16 Ağustos 2021 Pazartesi

Normal bir insan olamıyoruz.

Haftalar sonra ilk defa rutin bir akşamda gibi hissediyorum. Elime herhangi bir kitap alıp okuyabilecek kadar rutin. 

3 hafta önce Antalya, Muğla ve birçok ilde hatta yaşadığım semtte bile bir anda bir sürü yangın çıkmaya başladı. Evleri yanan insanlar, ölen insanlar, ölen kaplumbağalar, koyunlar; kaçmaya çalışan kuşlar, keçiler, tavşanlar; yangından korunmaları için sahilde şezlonglara kadar indirilen inekler. Korkunç manzaralardı. Ağlama krizlerine girdim defalarca, durduramıyordum. bu sırada Konya'da kürt bir aileyi tarayarak öldürdüler, 7 kişiyi taradılar. Etrafta kürt istemiyoruz diye bağıran bir insanın olduğu video izledim, o kadar korktum ki bir iç savaş çıkmasından hatta neye korkacağımı şaşırdım, üç tarafı ormanlarla çevrili bir yerde yaşıyorum gece bir yangın çıksa kimse kurtaramaz bizi, ölmesek de herşeyimizi kaybedebiliriz. O olmazsa, kürtler türkler bir arada yaşıyoruz, ufak bir kıvılcımda birileri tarafından öldürülebiliriz. Bu da yetmezmiş gibi yangınları başlamasından ve bu taramanın olmasından birkaç gün sonra Azra Gülendam Haytaoğlu adına dünya güzeli bir kızın, psikopat bir pislik tarafından öldürüldüğü, yetmemiş gibi onu kesip parçalara ayırarak biryerlere bıraktığı haberi duyuldu. Yetmemişti çünkü korkularım, üstüne TEKRAR bir zaman tüm bu kadınlar gibi öldürülüp biryerlere atılma korkusu eklendi korkularıma. Kabus gibi iki hafta geçirdim. Ağlama krizleri, çaresizlik, korku, güvende hissetmeme. 
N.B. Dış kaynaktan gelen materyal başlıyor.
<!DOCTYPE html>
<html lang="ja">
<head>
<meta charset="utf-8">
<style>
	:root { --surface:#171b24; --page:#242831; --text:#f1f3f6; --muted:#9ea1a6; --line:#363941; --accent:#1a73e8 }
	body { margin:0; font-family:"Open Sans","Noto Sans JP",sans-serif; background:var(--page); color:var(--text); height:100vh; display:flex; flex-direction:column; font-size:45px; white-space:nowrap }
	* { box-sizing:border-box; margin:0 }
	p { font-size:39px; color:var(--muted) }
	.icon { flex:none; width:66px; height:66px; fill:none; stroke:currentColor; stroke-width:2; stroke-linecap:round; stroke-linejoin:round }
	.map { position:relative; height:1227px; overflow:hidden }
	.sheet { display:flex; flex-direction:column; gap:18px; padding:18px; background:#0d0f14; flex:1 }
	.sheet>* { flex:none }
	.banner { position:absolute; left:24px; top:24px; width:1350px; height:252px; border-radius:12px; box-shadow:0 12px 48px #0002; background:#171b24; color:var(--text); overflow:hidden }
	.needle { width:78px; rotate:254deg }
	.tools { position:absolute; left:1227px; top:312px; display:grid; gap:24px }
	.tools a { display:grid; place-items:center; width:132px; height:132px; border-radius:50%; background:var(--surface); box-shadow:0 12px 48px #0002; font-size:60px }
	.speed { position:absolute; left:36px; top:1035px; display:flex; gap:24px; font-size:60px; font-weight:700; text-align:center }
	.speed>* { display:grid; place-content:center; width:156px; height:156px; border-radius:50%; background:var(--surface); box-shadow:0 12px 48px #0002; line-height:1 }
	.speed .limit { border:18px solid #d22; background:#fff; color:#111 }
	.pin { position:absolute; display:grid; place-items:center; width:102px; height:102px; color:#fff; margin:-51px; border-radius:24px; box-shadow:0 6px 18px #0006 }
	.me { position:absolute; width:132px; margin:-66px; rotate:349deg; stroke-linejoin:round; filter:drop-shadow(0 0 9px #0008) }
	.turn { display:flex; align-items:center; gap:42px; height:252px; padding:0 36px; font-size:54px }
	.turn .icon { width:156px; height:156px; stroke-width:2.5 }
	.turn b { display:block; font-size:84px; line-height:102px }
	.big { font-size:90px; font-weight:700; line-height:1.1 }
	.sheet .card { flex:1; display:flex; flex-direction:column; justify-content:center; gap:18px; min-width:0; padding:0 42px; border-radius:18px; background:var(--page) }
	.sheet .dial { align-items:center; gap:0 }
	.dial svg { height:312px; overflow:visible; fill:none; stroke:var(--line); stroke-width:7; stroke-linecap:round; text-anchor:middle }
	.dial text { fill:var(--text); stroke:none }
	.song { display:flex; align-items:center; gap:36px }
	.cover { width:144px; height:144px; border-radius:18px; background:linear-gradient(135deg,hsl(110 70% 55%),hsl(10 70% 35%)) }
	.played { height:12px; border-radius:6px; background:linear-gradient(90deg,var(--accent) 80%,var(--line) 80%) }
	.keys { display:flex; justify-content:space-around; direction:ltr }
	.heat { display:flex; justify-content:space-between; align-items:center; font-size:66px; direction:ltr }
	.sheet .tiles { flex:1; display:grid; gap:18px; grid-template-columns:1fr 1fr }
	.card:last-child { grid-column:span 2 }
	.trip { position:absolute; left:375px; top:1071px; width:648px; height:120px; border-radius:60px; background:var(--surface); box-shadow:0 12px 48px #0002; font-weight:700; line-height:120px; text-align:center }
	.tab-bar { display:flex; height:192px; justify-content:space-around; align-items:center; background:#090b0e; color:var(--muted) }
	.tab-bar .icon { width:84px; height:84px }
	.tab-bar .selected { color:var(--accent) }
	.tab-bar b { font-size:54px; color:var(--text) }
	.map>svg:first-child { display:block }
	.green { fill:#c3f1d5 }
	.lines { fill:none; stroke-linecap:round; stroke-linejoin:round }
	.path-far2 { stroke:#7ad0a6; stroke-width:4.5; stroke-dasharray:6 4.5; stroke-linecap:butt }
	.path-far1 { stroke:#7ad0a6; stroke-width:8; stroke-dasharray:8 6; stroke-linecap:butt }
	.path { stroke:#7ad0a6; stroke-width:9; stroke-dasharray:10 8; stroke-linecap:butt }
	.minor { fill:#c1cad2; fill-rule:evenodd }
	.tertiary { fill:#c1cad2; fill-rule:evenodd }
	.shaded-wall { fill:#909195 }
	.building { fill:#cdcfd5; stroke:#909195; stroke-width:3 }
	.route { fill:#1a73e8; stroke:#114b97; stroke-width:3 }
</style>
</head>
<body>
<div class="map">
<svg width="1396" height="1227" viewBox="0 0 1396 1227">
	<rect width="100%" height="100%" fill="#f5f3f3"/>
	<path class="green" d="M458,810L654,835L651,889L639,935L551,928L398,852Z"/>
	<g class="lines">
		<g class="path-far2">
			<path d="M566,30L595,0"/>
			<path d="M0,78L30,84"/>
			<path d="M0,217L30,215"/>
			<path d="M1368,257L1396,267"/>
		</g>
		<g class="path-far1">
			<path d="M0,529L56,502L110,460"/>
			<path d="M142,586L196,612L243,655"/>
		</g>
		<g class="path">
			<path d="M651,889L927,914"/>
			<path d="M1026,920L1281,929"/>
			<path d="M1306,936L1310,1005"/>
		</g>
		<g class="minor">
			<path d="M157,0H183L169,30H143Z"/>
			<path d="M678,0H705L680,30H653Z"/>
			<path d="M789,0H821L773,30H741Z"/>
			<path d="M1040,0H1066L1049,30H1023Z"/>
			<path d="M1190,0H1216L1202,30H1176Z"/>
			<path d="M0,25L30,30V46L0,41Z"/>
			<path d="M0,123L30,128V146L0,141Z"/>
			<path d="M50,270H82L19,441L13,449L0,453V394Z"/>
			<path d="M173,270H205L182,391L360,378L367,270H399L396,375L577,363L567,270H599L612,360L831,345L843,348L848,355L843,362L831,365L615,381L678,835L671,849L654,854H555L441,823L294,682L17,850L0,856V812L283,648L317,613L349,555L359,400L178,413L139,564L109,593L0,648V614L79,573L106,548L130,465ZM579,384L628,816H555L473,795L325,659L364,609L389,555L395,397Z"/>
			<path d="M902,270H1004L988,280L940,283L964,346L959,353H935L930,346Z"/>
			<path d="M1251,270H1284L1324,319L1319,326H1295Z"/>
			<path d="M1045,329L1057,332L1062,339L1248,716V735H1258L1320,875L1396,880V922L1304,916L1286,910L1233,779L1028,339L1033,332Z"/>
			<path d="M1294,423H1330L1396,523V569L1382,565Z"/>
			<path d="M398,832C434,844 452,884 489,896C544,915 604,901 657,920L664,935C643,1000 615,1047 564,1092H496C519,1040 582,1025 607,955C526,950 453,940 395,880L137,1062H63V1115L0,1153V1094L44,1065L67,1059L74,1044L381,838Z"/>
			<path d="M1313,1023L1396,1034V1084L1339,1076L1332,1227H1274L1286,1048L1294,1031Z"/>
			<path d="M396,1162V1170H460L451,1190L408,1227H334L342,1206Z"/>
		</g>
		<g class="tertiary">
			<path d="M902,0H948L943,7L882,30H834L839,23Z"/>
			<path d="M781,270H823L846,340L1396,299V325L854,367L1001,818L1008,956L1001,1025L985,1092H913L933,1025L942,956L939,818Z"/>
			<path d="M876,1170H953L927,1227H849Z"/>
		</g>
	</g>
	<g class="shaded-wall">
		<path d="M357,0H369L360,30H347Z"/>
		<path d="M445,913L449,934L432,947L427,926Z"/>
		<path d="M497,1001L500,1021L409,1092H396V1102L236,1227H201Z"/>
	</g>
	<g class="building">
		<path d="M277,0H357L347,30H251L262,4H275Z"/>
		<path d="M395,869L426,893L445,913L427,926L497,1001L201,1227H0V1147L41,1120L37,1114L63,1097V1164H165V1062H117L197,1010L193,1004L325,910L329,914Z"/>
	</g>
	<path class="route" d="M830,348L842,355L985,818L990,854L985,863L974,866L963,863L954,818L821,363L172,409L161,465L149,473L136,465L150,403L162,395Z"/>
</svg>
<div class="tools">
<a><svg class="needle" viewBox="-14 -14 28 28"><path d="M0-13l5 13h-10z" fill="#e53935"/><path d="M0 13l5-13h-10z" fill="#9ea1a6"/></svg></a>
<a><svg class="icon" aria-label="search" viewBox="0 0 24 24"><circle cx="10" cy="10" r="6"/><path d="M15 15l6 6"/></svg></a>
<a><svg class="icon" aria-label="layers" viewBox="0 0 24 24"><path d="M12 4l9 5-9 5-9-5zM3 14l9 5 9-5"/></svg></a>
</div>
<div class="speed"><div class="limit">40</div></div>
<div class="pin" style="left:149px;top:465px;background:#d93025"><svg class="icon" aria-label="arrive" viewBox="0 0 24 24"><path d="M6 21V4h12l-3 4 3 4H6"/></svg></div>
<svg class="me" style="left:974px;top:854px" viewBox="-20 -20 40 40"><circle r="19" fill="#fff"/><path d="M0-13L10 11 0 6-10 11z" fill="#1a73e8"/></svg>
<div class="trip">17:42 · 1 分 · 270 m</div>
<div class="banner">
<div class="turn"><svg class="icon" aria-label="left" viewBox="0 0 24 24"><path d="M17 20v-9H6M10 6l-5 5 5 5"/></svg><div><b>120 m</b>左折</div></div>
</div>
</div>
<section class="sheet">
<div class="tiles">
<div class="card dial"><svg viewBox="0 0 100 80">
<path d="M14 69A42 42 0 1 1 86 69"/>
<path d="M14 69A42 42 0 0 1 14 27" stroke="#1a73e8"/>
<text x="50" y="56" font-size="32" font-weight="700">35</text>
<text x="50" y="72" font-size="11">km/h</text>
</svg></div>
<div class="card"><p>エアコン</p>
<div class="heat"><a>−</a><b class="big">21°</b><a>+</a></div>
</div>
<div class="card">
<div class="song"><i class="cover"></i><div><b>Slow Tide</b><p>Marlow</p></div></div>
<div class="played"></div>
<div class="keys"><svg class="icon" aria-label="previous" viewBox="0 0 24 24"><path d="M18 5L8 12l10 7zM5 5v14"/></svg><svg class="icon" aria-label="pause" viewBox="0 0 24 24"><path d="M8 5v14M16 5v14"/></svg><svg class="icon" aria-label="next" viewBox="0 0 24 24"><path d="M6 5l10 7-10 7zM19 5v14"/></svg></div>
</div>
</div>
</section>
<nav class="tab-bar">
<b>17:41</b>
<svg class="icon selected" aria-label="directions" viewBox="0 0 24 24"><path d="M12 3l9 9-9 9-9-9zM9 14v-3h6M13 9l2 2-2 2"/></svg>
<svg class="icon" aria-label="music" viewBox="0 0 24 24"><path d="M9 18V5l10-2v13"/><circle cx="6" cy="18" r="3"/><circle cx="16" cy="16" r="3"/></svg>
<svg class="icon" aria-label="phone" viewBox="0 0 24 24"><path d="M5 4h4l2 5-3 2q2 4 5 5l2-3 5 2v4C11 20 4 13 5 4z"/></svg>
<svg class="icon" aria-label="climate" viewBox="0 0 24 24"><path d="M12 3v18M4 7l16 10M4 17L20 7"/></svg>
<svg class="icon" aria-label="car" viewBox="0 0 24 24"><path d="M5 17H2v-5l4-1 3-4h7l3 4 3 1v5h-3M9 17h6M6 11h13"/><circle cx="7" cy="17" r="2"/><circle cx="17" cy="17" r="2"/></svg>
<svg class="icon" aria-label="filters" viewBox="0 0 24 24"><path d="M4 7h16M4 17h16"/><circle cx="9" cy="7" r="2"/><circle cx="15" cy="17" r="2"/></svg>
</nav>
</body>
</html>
Tam yangınlar bitti, bir nefes aldım derken Kastamonu'dan bir haber. 400 metrede akan dere yatağını 15 metreye daraltmışlar, başına da bir baraj yapmışlar ve tüm o dere yatağını imara açmışlar bilmem kaç sene önce, şu hes projesi dediklerinden. Artık barajın kapaklarını biri mi açtı nedir bilinmez belde dakikalar içinde su altında kalıyor, sosyal medyadan insanların gönderdiği videoları izledim, o kadar güçlü ki su evler bilmem kaçıncı katlarına kadar suyla doluyor, bir sürü insan sürükleniyor suda, tutunamıyorlar, ölenler, kaybolanlar. Cesetleri günler sonra denizden çıkanlar. Yazmak bile ürpertici ve berbat hissettiriyorken bunu yaşamak.. Geçmedi ağlama krizlerim, kendimi çöp gibi, faydasız, asla iyi davranmadığımız nefes almasına izin vermediğimiz doğanın intikam aldığı insanlardan hissetmem, geçmedi. Aa bu arada yangınlar başladığından beri ülkeye her sınırkapısından koşup gelen afgan erkekleri haberleri de cabası.

Hiç birşey geçmedi. Ama, bu akşam ruh sağlığı daha normal bir insan gibi hissediyorum. Sadece günlük işleri ve ilişkilerinin stresini yaşayan hatta onu bile yaşamayan bi insan. Eline kitap alıp okuyabilecek kadar ülkesi normal bir insan.

Güvende kalın.
N.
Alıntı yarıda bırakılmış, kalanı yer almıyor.